▸ **EXERCISE INSTRUCTIONS**:
Look through the entries below for the string "webkit", and copy each line where it is found.

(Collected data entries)
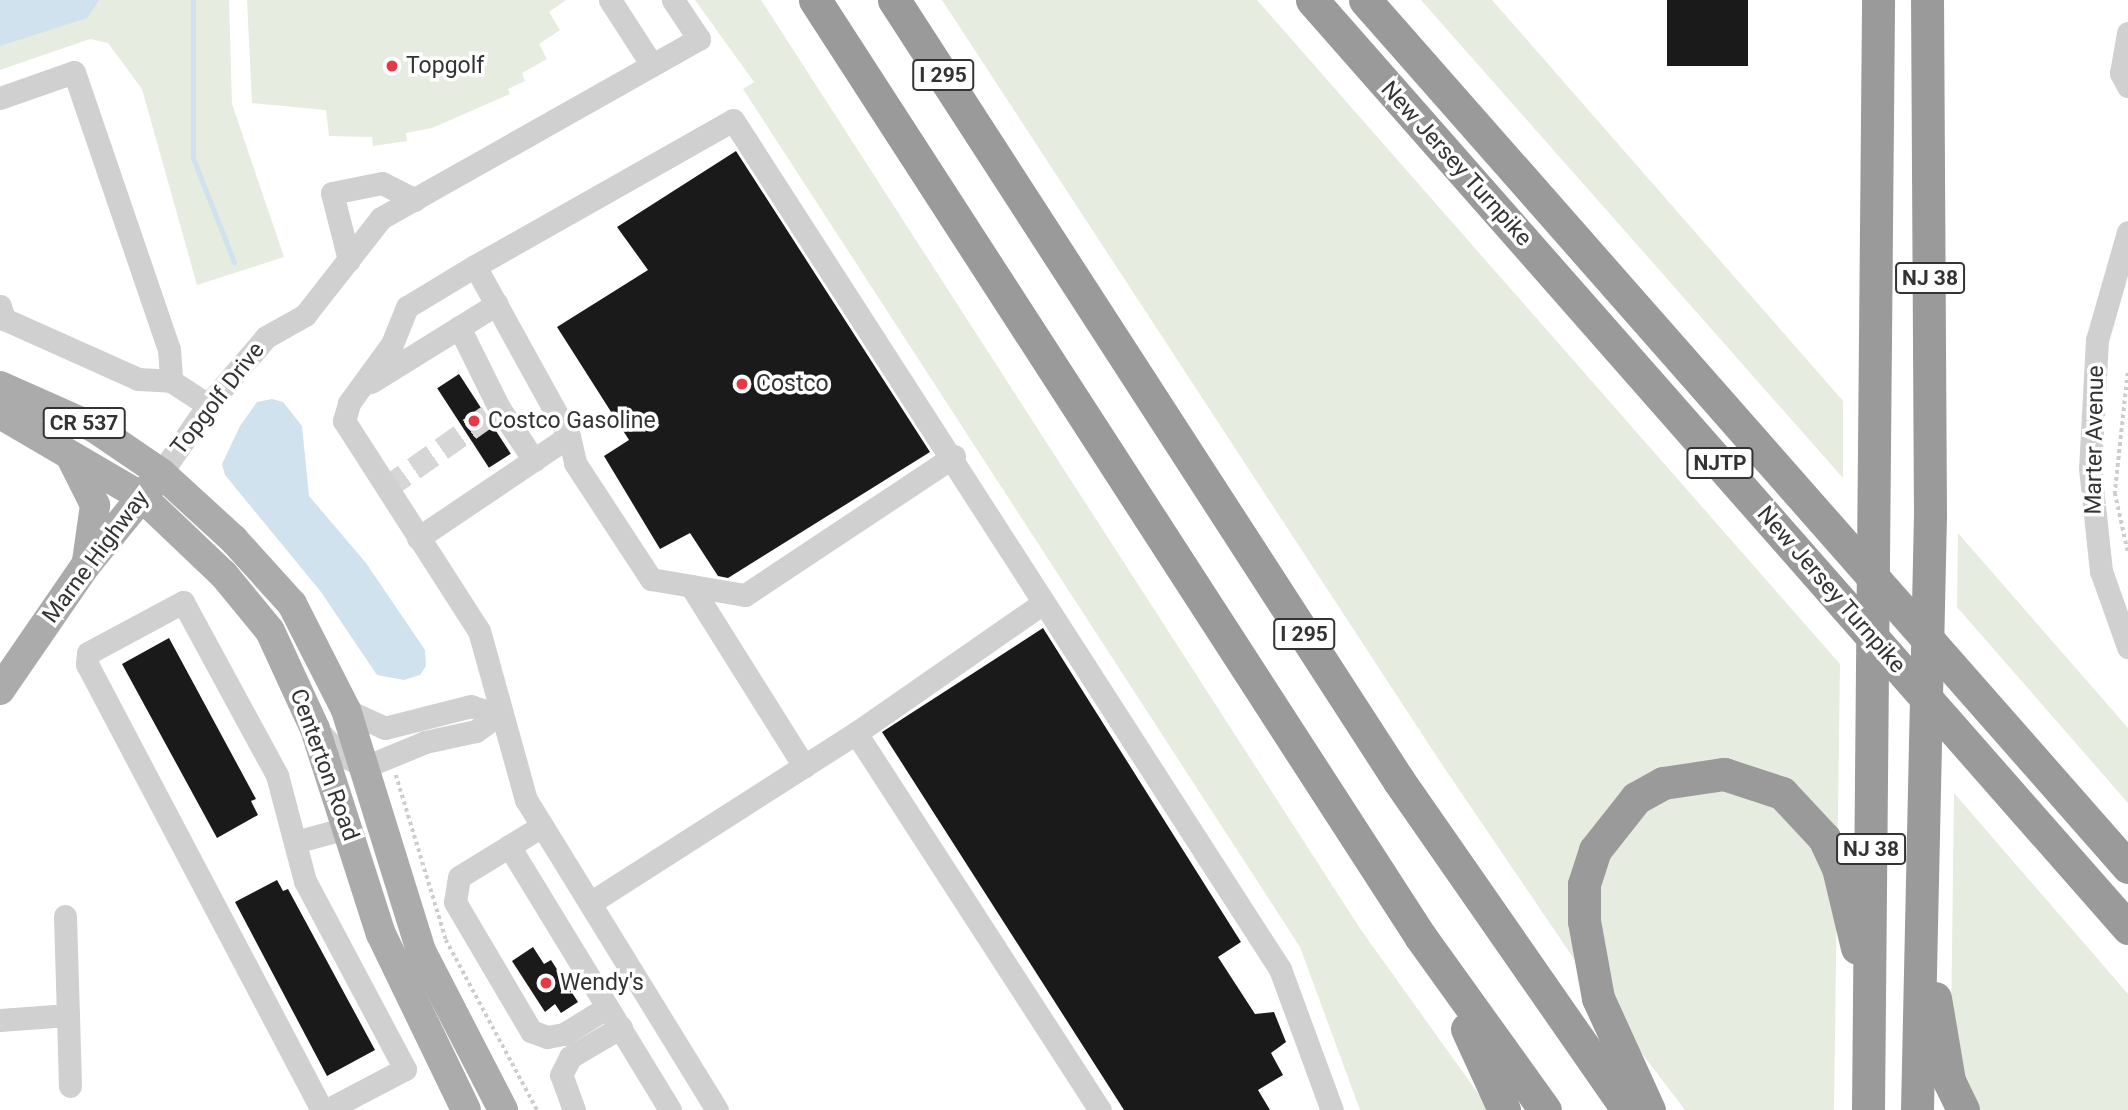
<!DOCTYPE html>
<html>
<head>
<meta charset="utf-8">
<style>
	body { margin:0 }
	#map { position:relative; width:2128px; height:1110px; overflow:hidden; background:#fff; font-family:Roboto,sans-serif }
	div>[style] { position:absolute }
	.green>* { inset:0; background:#e6ecdf }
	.water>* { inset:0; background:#cfe2ee }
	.stream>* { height:5px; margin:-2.5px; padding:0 2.5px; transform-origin:2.5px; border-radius:2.5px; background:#cfe2ee }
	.building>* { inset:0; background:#1a1a1a; transform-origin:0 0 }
	.minor-tunnel>* { height:23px; margin-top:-11.5px; transform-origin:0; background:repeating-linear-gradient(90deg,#d6d6d6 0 23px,transparent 0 34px) }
	.path>* { height:3.5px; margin-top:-1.75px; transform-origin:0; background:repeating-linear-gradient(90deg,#cdcdcd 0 3.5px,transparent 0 7px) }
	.minor>* { height:23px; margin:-11.5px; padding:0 11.5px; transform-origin:11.5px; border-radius:11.5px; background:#d0d0d0 }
	.major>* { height:30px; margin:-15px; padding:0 15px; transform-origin:15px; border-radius:15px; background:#ababab }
	.highway>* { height:33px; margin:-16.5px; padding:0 16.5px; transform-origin:16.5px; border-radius:16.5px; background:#9a9a9a }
	.dots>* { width:19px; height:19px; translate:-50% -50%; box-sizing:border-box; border:4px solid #fff; border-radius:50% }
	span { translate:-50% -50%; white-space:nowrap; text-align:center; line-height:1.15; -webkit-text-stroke:7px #fff; paint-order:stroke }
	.shield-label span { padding:2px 5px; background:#fff; border:2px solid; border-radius:5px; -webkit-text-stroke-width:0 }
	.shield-label { font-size:21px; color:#333; font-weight:700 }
	.poi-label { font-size:23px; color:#333 }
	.left { translate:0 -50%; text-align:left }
	.street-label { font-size:23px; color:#333 }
</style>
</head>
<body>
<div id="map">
	<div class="green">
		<div style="clip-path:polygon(0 0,229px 0,232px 104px,284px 257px,197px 285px,142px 89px,108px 43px,90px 39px,0 70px)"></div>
		<div style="clip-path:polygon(247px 0,566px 0,549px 12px,560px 30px,539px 44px,547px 59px,522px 73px,525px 81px,508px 89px,510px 94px,432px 128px,406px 133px,407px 141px,373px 146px,372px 137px,329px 136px,326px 110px,252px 103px)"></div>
		<div style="clip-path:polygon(695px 0,761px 0,1361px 930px,1490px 1110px,1360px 1110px,1300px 947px,743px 89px,754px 82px)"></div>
		<div style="clip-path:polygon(942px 0,1257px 0,1840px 664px,1834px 1110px,1685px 1110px,1608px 1009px,1439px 760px)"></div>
		<div style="clip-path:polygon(1421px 0,1492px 0,1843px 401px,1843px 478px)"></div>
		<div style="clip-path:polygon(1958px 533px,2128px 728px,2128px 803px,1957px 607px)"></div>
		<div style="clip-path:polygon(1954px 793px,2128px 994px,2128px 1110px,1950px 1110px)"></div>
	</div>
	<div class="water">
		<div style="clip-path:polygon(0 0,99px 0,87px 18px,0 46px)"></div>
		<div style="clip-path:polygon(272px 399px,283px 402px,302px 426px,309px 496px,366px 563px,425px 650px,426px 666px,420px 675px,404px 680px,377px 675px,321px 592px,225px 475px,222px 464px,240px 426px,257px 402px)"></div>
	</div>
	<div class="stream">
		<div style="left:193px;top:0;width:158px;rotate:90deg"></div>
		<div style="left:193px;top:158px;width:112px;rotate:68.5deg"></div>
	</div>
	<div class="building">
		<div style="left:1667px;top:0;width:81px;height:66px"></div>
		<div style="clip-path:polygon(736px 151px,930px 452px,728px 578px,718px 576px,690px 533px,660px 549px,604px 456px,629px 440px,557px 327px,648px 270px,617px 227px)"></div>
		<div style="left:459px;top:374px;width:95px;height:26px;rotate:57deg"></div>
		<div style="clip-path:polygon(1043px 628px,1241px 942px,1218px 957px,1255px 1014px,1274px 1012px,1286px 1042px,1271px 1053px,1283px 1075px,1258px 1090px,1270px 1110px,1124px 1110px,882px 732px)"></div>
		<div style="clip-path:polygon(169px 638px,256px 799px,251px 801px,258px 815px,217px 838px,122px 664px)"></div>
		<div style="clip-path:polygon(277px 880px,283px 891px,288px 889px,375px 1050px,327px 1076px,235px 902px)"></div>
		<div style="clip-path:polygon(533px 947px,544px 964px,551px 960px,578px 1002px,561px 1013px,555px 1004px,545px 1012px,512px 961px)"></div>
	</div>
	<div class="minor-tunnel">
		<div style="left:386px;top:488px;width:138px;rotate:-35.3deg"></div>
	</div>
	<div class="path">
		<div style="left:2128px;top:373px;width:121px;rotate:96.2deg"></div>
		<div style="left:2115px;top:493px;width:60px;rotate:77.6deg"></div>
		<div style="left:396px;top:775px;width:172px;rotate:73.1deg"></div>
		<div style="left:446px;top:940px;width:193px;rotate:61.8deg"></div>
	</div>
	<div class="minor">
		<div style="left:610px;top:0;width:77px;rotate:57.1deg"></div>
		<div style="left:2128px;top:33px;width:41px;rotate:99.9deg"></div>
		<div style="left:2121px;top:73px;width:15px;rotate:62deg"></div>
		<div style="left:0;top:98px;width:78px;rotate:-19.4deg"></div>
		<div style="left:74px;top:72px;width:293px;rotate:71.1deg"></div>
		<div style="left:169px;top:349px;width:32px;rotate:86deg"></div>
		<div style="left:2128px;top:232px;width:112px;rotate:106deg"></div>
		<div style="left:2097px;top:340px;width:128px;rotate:93.1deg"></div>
		<div style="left:2090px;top:468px;width:104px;rotate:83.9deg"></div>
		<div style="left:2101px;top:571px;width:81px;rotate:70.4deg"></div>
		<div style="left:349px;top:260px;width:69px;rotate:-104.2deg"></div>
		<div style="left:332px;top:193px;width:51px;rotate:-11.3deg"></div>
		<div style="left:382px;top:183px;width:37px;rotate:27deg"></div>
		<div style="left:475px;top:266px;width:296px;rotate:-29.5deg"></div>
		<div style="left:733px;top:120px;width:1010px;rotate:57.21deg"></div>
		<div style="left:1280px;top:969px;width:150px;rotate:69.8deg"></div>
		<div style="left:0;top:306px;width:14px;rotate:73deg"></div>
		<div style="left:4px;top:319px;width:147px;rotate:24.1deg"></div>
		<div style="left:138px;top:379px;width:33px;rotate:3deg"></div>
		<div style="left:171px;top:381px;width:44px;rotate:33deg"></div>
		<div style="left:459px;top:327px;width:90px;rotate:63.7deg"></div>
		<div style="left:499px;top:408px;width:63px;rotate:56.1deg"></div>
		<div style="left:371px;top:382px;width:148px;rotate:-31.8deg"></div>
		<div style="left:161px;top:473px;width:83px;rotate:-55.3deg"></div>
		<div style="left:208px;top:405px;width:89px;rotate:-49.5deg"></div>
		<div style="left:266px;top:337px;width:45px;rotate:-29.4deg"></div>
		<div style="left:305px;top:315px;width:123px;rotate:-51.9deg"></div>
		<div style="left:381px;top:218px;width:365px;rotate:-29.4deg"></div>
		<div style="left:699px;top:39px;width:47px;rotate:-123.7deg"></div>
		<div style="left:418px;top:538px;width:182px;rotate:-34deg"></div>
		<div style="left:691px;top:586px;width:213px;rotate:57.9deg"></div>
		<div style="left:318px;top:731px;width:32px;rotate:46deg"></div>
		<div style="left:340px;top:754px;width:28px;rotate:27deg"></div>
		<div style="left:365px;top:767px;width:65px;rotate:-22.6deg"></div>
		<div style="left:425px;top:742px;width:52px;rotate:-12.2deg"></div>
		<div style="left:476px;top:731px;width:27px;rotate:-36deg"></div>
		<div style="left:498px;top:715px;width:28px;rotate:-162deg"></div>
		<div style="left:471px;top:706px;width:89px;rotate:165.7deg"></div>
		<div style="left:385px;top:728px;width:43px;rotate:-155.2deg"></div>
		<div style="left:856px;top:733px;width:449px;rotate:57.1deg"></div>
		<div style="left:542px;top:826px;width:97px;rotate:148.4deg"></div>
		<div style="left:459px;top:877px;width:25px;rotate:99deg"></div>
		<div style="left:455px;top:902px;width:150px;rotate:59.5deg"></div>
		<div style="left:531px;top:1031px;width:17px;rotate:21deg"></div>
		<div style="left:547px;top:1037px;width:17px;rotate:-10deg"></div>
		<div style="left:564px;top:1034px;width:49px;rotate:-31.8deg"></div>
		<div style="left:295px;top:842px;width:54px;rotate:-15.1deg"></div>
		<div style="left:509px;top:846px;width:309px;rotate:58.6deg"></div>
		<div style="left:590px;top:903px;width:316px;rotate:-32.6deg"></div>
		<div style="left:856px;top:733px;width:228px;rotate:-34.8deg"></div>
		<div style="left:65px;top:916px;width:99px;rotate:88.3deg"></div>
		<div style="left:0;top:1020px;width:68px;rotate:-4.2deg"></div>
		<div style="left:68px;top:1015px;width:71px;rotate:88.4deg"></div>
		<div style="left:322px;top:1110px;width:504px;rotate:-117.79deg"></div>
		<div style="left:87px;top:664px;width:11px;rotate:-85deg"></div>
		<div style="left:88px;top:653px;width:108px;rotate:-28.2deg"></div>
		<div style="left:183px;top:602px;width:197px;rotate:61.5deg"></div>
		<div style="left:277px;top:775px;width:110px;rotate:75.2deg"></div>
		<div style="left:305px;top:881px;width:213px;rotate:62deg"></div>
		<div style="left:405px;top:1069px;width:88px;rotate:152.3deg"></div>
		<div style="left:574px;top:1110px;width:37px;rotate:-110deg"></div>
		<div style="left:561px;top:1075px;width:20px;rotate:-63deg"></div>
		<div style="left:570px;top:1057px;width:59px;rotate:-30.5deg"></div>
		<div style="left:717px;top:1110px;width:364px;rotate:-121.6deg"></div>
		<div style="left:526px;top:800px;width:175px;rotate:-105.5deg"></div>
		<div style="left:479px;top:631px;width:250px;rotate:-122.7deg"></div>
		<div style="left:344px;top:421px;width:19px;rotate:-74deg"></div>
		<div style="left:349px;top:403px;width:73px;rotate:-53.9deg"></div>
		<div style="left:392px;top:344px;width:40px;rotate:-68deg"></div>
		<div style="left:407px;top:307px;width:79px;rotate:-31.1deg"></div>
		<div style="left:475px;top:266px;width:194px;rotate:61.1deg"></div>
		<div style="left:569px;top:436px;width:28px;rotate:77deg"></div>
		<div style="left:575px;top:463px;width:139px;rotate:56.8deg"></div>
		<div style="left:651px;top:579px;width:95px;rotate:9.7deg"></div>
		<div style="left:745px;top:595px;width:251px;rotate:-33.6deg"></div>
	</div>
	<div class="major">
		<div style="left:0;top:386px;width:104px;rotate:23.9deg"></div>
		<div style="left:95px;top:428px;width:80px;rotate:34.3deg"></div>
		<div style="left:161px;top:473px;width:99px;rotate:42.5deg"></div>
		<div style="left:234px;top:540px;width:86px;rotate:47.8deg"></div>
		<div style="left:292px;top:604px;width:119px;rotate:63deg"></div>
		<div style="left:346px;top:710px;width:252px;rotate:72.7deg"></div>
		<div style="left:421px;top:951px;width:179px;rotate:62.7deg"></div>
		<div style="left:0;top:414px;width:164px;rotate:30.3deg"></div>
		<div style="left:142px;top:497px;width:113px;rotate:43.6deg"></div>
		<div style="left:224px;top:575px;width:72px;rotate:50.6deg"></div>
		<div style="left:270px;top:631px;width:108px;rotate:65.3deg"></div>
		<div style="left:315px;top:729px;width:215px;rotate:72.2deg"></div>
		<div style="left:381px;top:934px;width:195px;rotate:64.2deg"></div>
		<div style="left:71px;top:457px;width:54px;rotate:63.4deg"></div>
		<div style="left:95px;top:505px;width:57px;rotate:98.1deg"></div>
		<div style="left:0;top:690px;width:152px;rotate:-55.5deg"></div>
		<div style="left:86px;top:565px;width:107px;rotate:-50.7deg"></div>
	</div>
	<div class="highway">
		<div style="left:815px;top:0;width:1115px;rotate:57.12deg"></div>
		<div style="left:1420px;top:936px;width:214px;rotate:54.3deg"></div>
		<div style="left:894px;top:0;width:930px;rotate:57.11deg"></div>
		<div style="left:1399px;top:781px;width:401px;rotate:55.2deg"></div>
		<div style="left:1312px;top:0;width:1236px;rotate:48.67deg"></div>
		<div style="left:1365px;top:0;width:1155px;rotate:48.65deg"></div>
		<div style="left:1935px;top:998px;width:84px;rotate:80.4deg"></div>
		<div style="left:1949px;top:1081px;width:32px;rotate:64deg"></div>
		<div style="left:1467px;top:1029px;width:89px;rotate:65.4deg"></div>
		<div style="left:1649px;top:1110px;width:123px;rotate:-114.5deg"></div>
		<div style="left:1598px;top:998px;width:78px;rotate:-100.3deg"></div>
		<div style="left:1584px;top:921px;width:37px;rotate:-90deg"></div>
		<div style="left:1584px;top:884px;width:36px;rotate:-72deg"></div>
		<div style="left:1595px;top:850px;width:66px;rotate:-51.7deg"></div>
		<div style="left:1636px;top:798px;width:31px;rotate:-29deg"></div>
		<div style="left:1663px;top:783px;width:62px;rotate:-8.4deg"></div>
		<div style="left:1724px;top:774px;width:61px;rotate:18.1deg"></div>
		<div style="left:1782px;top:793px;width:62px;rotate:47deg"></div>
		<div style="left:1824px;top:838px;width:33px;rotate:65deg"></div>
		<div style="left:1838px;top:868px;width:82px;rotate:76.6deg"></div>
		<div style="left:1868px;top:1110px;width:1110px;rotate:-89.48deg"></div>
		<div style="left:1917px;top:1110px;width:594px;rotate:-88.75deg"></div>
		<div style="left:1930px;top:516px;width:516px;rotate:-90.33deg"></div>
	</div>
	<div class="dots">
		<div style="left:392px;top:66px;background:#e63946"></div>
		<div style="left:742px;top:384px;background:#e63946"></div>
		<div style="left:474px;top:421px;background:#e63946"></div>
		<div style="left:546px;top:983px;background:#e63946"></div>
	</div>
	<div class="shield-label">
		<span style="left:943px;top:75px">I 295</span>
		<span style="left:1930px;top:278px">NJ 38</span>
		<span style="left:84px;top:423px">CR 537</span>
		<span style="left:1720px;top:463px">NJTP</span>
		<span style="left:1304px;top:634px">I 295</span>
		<span style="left:1871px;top:849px">NJ 38</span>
	</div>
	<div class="poi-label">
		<span class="left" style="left:406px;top:66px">Topgolf</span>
		<span class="left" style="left:756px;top:384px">Costco</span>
		<span class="left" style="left:488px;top:421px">Costco Gasoline</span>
		<span class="left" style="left:560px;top:983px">Wendy's</span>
	</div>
	<div class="street-label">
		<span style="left:1456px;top:164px;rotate:48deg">New Jersey Turnpike</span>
		<span style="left:218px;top:399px;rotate:-52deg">Topgolf Drive</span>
		<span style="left:2095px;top:440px;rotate:-89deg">Marter Avenue</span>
		<span style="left:96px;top:557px;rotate:-53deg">Marne Highway</span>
		<span style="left:1831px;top:590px;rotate:49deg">New Jersey Turnpike</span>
		<span style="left:324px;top:765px;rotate:70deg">Centerton Road</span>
	</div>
</div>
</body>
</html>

▸ **COMPLETED TASK**:
	span { translate:-50% -50%; white-space:nowrap; text-align:center; line-height:1.15; -webkit-text-stroke:7px #fff; paint-order:stroke }
	.shield-label span { padding:2px 5px; background:#fff; border:2px solid; border-radius:5px; -webkit-text-stroke-width:0 }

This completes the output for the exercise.